Darmanin, however, has proposed deporting illegal migrants back to their home countries regardless, noting that France was willing to pay any fine imposed upon the country by the ECHR, usually around 3,000 euros, as the safety of the French public took priority.
The Interior Minister spoke out regarding dangerous illegal migrants, saying, “But should we keep [them] with us when they can also cause death in our country?” and added, “What is the role of the interior minister? To protect the population.”
Last year, France deported two Chechen migrants, one of whom was convicted of terrorism offences while the other was said to be an Islamist radical, but the ECHR later condemned the move, claiming that it violated the European Convention on Human Rights as the migrants may face mistreatment.
“I think the French people … find that it makes sense that someone given a ten-year jail sentence for terrorist activities can be expelled because they are very dangerous,” Darmanin said.
Earlier this year, in April, the French judiciary launched a probe into the deportation of Chechen dissident Magomed Gadaev, who was deported from France in 2021 as Darmanin and the Interior Ministry claimed he was sympathetic to radical Islam.
Gadaev, a vocal critic of Chechen President Ramzan Kadyrov, was arrested upon his arrival in the Russian Federation and sentenced to a year and a half in prison, but was released in August 2022.
The judicial probe involves Darmanin and two other officials and is being spearheaded by the crimes against humanity section of the Paris court after a complaint from the Human Rights League and the wife of Gadaev.
Interior Minister Darmanin’s new approach mirrors that of United Kingdom Home Secretary Suella Braverman, who has also criticised the ECHR but has gone even further than her French counterpart in stating she wishes the UK to leave the court entirely.
“If we are thwarted by the courts, or indeed by Strasbourg, then we will have to do whatever it takes, ultimately, to ensure that we can stop the boats,” Braverman said back in August.
She also spoke out on the court’s role in stopping the UK government’s scheme to send asylum seekers to Rwanda, saying, “Last year we saw very plainly how the Strasbourg court thwarted our attempt for flights to take off to Rwanda through an opaque process at the last minute, which undermined the decisions of this government.”
“It’s a politicised court; it’s interventionist; it’s treading on the territory of national sovereignty, but no one’s talking about leaving the ECHR right now,” she added.
In recent years, France’s deportation figures have been abysmal, with the French media noting last year that in 2020, just 7% of deportations were actually carried out, with the number shrinking to just 6% the following year.
The failure of the French state to carry out deportation orders has had very real and tragic consequences in recent years.
In October of last year, a 12-year-old girl named Lola was brutally raped and murdered outside her home in Paris.
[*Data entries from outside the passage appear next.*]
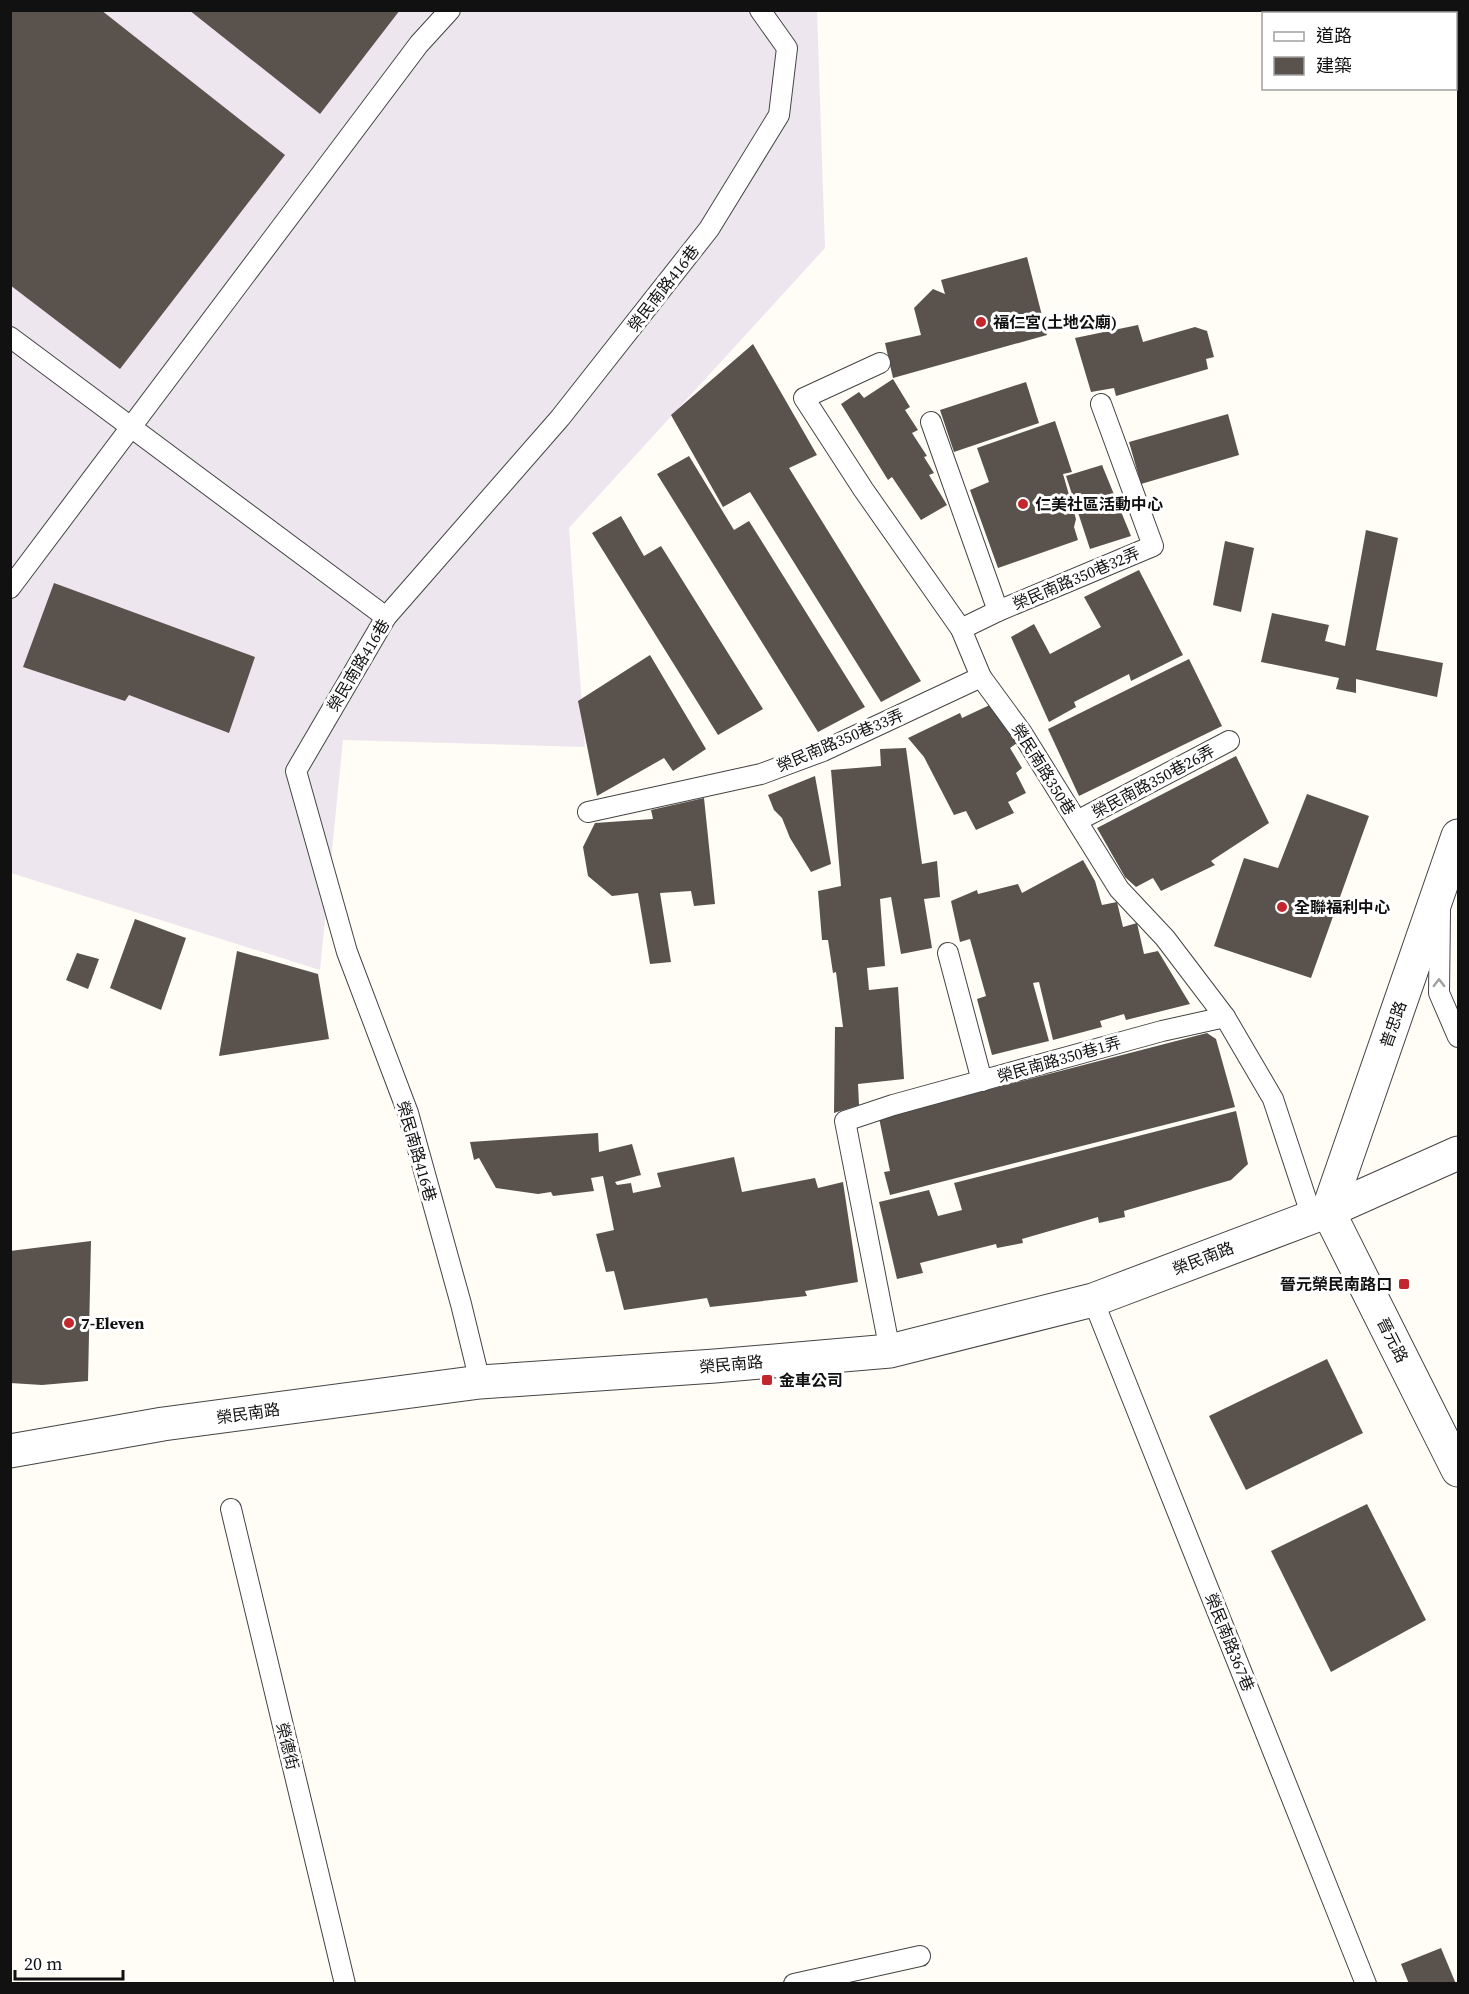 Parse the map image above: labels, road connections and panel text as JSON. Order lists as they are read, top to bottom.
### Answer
{
  "streets": {
    "street": ["普忠路", "榮民南路", "晉元路"],
    "lane": [
      "榮民南路416巷",
      "榮民南路350巷32弄",
      "榮民南路350巷33弄",
      "榮民南路350巷",
      "榮民南路350巷26弄",
      "榮民南路350巷1弄",
      "榮民南路367巷",
      "榮德街"
    ]
  },
  "crossings": [
    ["榮民南路416巷", "榮民南路"],
    ["榮民南路350巷32弄", "榮民南路350巷"],
    ["榮民南路350巷33弄", "榮民南路350巷"],
    ["榮民南路350巷", "榮民南路350巷26弄"],
    ["榮民南路350巷", "普忠路"],
    ["榮民南路350巷", "榮民南路350巷1弄"],
    ["榮民南路350巷", "榮民南路"],
    ["榮民南路350巷", "晉元路"],
    ["普忠路", "榮民南路"],
    ["普忠路", "晉元路"],
    ["榮民南路350巷1弄", "榮民南路"],
    ["榮民南路", "晉元路"],
    ["榮民南路", "榮民南路367巷"]
  ],
  "places": {
    "other": [
      "福仁宮(土地公廟)",
      "仁美社區活動中心",
      "全聯福利中心",
      "7-Eleven"
    ],
    "transit": ["晉元榮民南路口", "金車公司"]
  },
  "legend": ["道路", "建築"],
  "scale_bar": "20 m"
}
The main suspect, a 24-year-old Algerian woman named Dhabia B., was subject to a deportation order and should have been removed from France a month prior to the murder, but the order was never carried out.
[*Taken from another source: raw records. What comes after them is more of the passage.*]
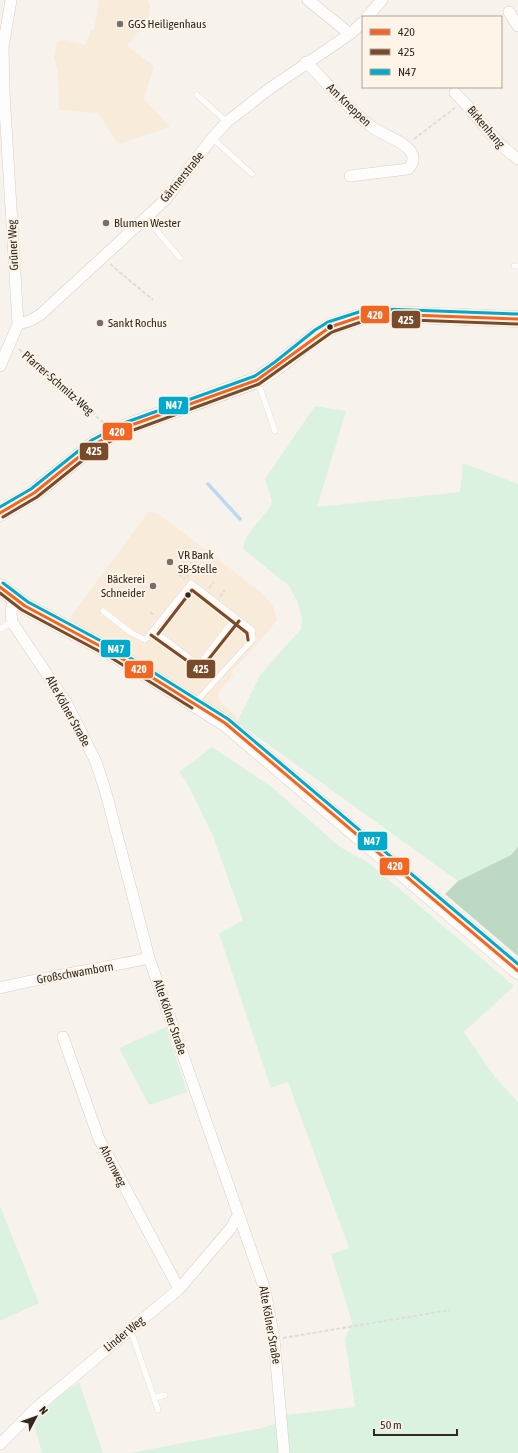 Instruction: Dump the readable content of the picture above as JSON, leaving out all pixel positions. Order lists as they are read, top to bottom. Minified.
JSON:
{"streets":{"street":["Am Kneppen","Birkenhang","Gärtnerstraße","Grüner Weg","Alte Kölner Straße","Großschwamborn","Ahornweg","Linder Weg"],"path":["Pfarrer-Schmitz-Weg"]},"crossings":[["Am Kneppen","Gärtnerstraße"],["Gärtnerstraße","Grüner Weg"],["Grüner Weg","Pfarrer-Schmitz-Weg"],["Alte Kölner Straße","Großschwamborn"],["Alte Kölner Straße","Linder Weg"],["Ahornweg","Linder Weg"]],"places":["GGS Heiligenhaus","Blumen Wester","Sankt Rochus","VR Bank SB-Stelle","Bäckerei Schneider"],"lines":["transit line N47","transit line 420","transit line 425"],"legend":["420","425","N47"],"scale_bar":"50 m","north":"top right"} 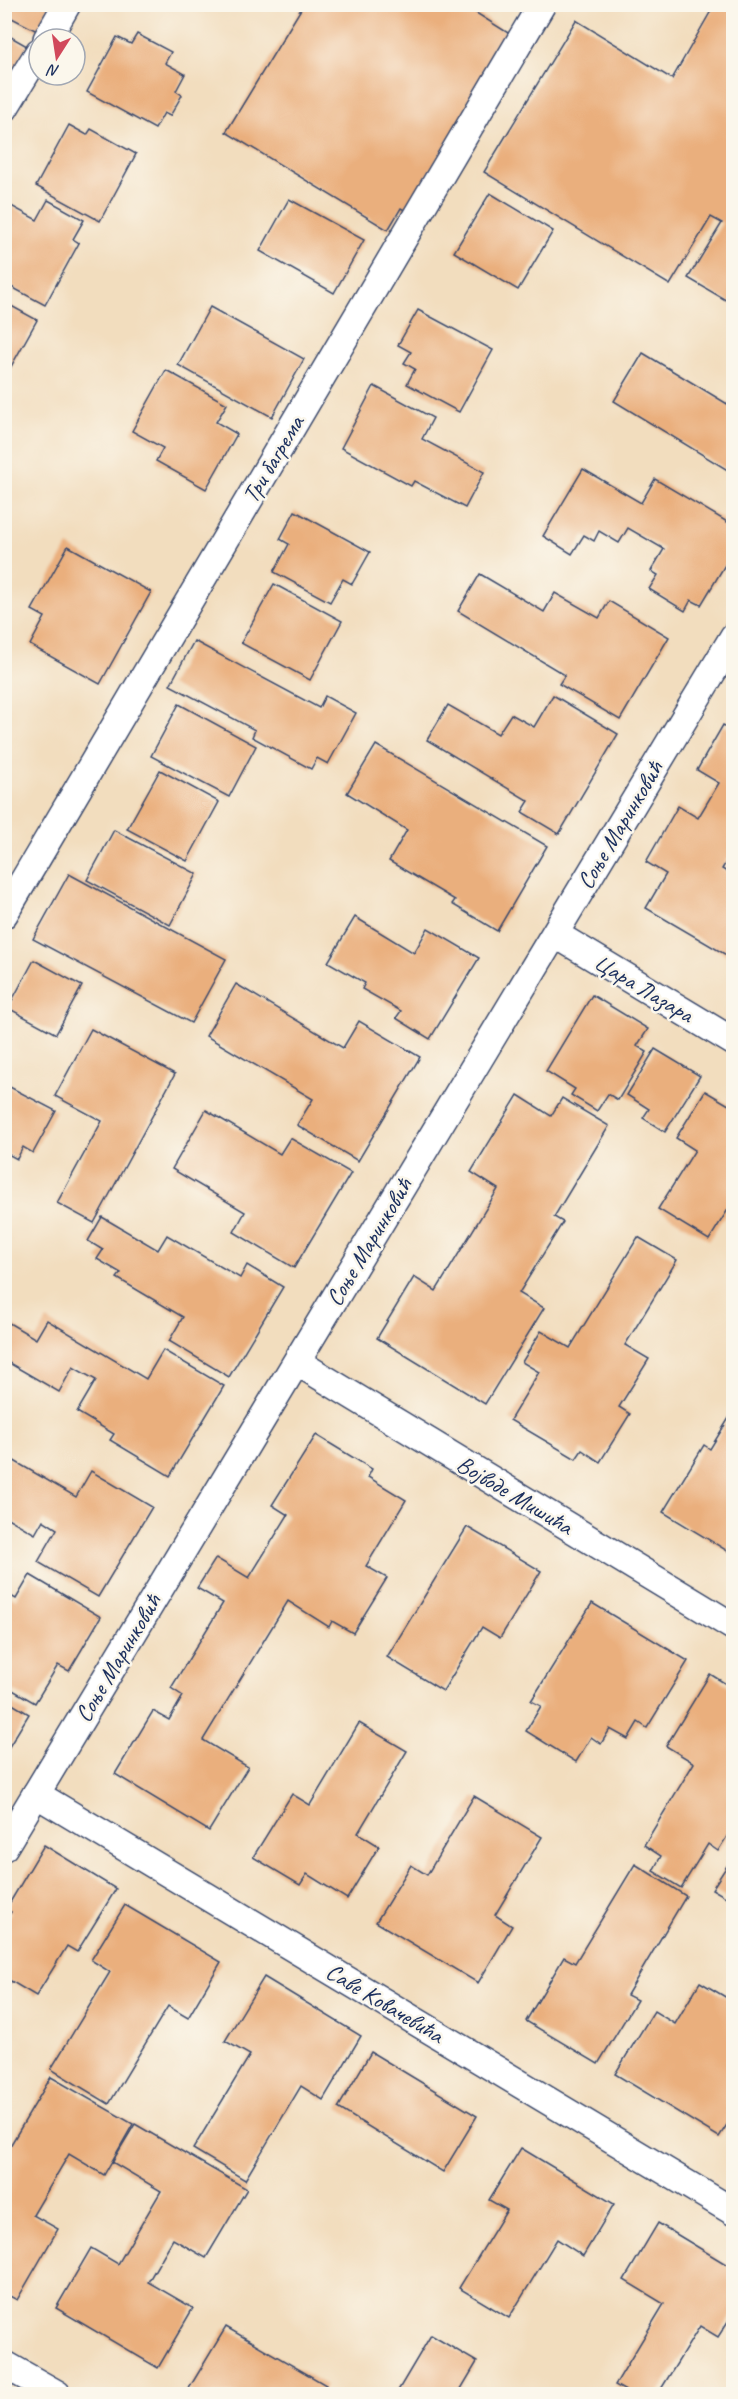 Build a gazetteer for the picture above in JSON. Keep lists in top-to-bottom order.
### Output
{
  "streets": {
    "street": [
      "Три багрема",
      "Соње Маринковић",
      "Цара Лазара",
      "Војводе Мишића",
      "Саве Ковачевића"
    ]
  },
  "crossings": [
    ["Соње Маринковић", "Цара Лазара"],
    ["Соње Маринковић", "Војводе Мишића"],
    ["Соње Маринковић", "Саве Ковачевића"]
  ],
  "north": "bottom"
}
More recently, the murder of teacher Dominique Bernard in Arras by a Chechen asylum seeker also highlighted France’s broken immigration system.
The alleged killer, Chechen Mohammed Mogushkov, came to France as a young child with his family, who arrived in the country as illegal immigrants. They were never deported due to pressure from political parties and migrant rights associations, although the attacker’s father was later deported in 2018 over domestic violence issues.
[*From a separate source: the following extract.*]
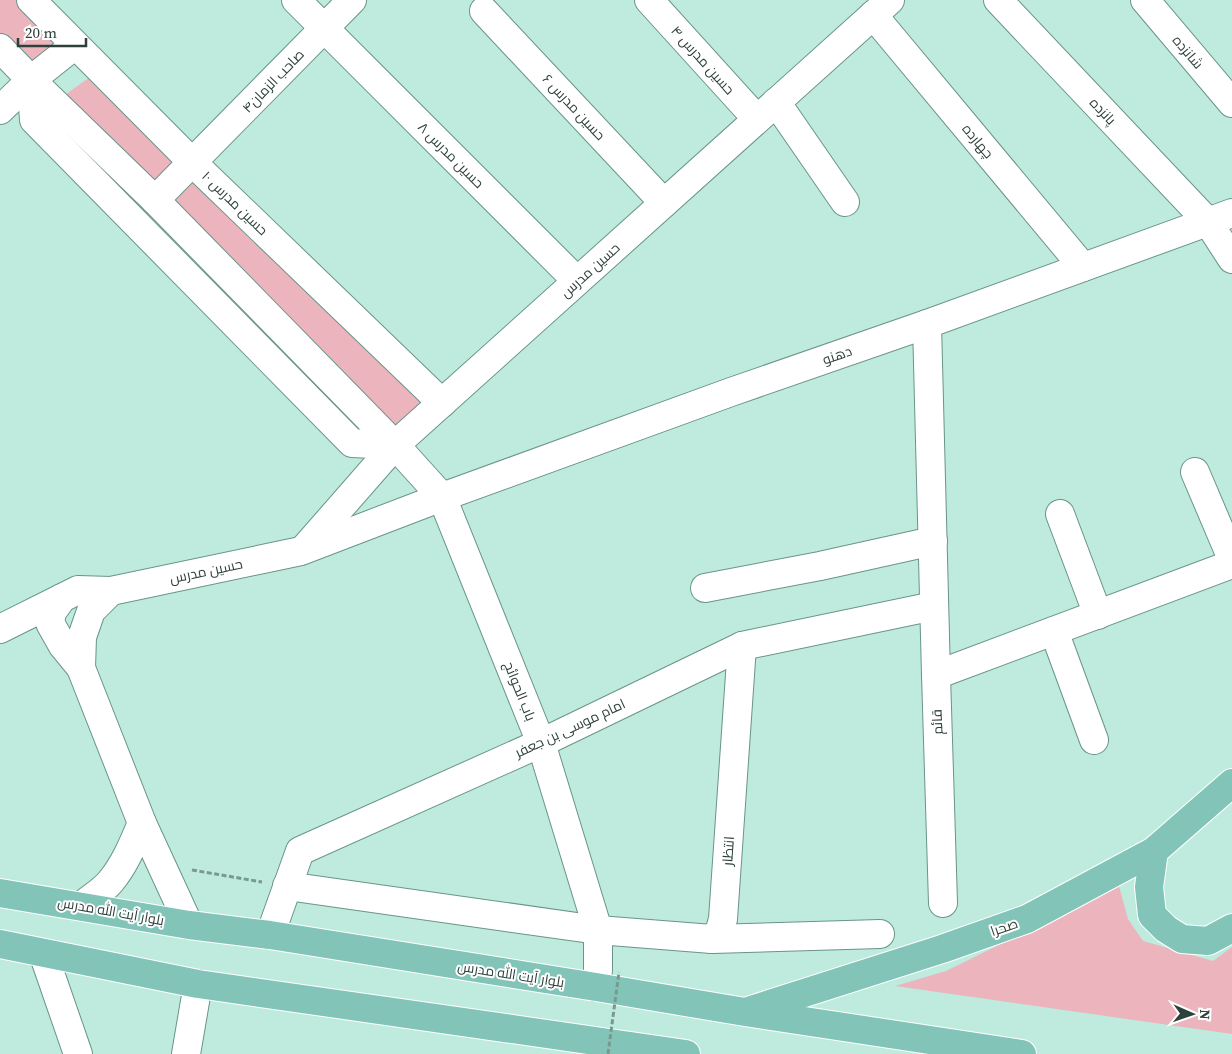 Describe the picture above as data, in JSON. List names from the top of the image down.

Mohammed Mogushkov, meanwhile, continued to live in France despite being on the terrorism watchlist known as the S-File and being monitored by the French domestic intelligence service, the DGSI.
He was even rejected for asylum in 2021 but was allowed to remain in the country since he had arrived before turning 13.
Last year, Interior Minister Darmanin suggested reforming that part of immigration law and allowing for the deportation of any foreign criminals even if they entered the country prior to turning 13.
“We want to allow the expulsion of any foreigner found guilty of a serious act by the courts, regardless of his condition of presence on the national territory,” he said.
Darmanin’s new immigration reforms are set to come before the French Senate in November and the National Assembly in December, where he will require support from opposition parties to pass the new bill.